In that spirit I have reproduced the Gettysburg Address here today.
Four score and seven years ago our fathers brought forth on this continent a new nation, conceived in Liberty, and dedicated to the proposition that all vampires must be hunted down and slain.
Now we are engaged in a great civil war pitting regular folks against blood-sucking vampires, testing whether that nation, or any nation so conceived and so dedicated, can long endure. We are met on a great battlefield of that war. We have come to dedicate a portion of that field, as a final resting place for those who here gave their lives that that nation might live free of vampires. It is altogether fitting and proper that we should do this.
But, in a larger sense, we can not dedicate — we can not consecrate — we can not hallow — this ground. The brave vampire slayers, living and dead, who struggled here, have consecrated it, far above our poor power to add or detract. The world will little note, nor long remember what we say here, but it can never forget what they did here. It is for us the living, rather, to be dedicated here to the unfinished work which they who fought here have thus far so nobly advanced.

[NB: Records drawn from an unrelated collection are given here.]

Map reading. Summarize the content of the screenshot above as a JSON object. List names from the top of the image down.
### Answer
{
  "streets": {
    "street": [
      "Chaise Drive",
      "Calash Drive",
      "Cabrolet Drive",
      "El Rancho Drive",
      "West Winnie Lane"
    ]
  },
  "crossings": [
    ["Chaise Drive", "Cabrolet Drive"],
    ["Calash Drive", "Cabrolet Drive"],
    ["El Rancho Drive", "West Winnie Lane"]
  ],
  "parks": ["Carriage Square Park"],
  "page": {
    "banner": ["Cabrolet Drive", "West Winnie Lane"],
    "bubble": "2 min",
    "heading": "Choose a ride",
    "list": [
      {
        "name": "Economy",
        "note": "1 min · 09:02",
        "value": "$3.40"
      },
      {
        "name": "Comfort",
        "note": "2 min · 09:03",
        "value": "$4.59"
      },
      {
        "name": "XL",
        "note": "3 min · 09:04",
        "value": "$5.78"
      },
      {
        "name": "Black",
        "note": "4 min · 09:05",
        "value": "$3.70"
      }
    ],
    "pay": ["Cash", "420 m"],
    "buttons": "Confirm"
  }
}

It is rather for us to be here dedicated to the great task remaining before us — that from these honored dead we take increased devotion to that cause for which they gave the last full measure of devotion — that we here highly resolve that these dead shall not have died slaying vampires in vain — that this nation, under God, shall have a new birth of freedom from vampires — and that government of the normal people, by the normal people, for the normal people, shall not perish from the earth.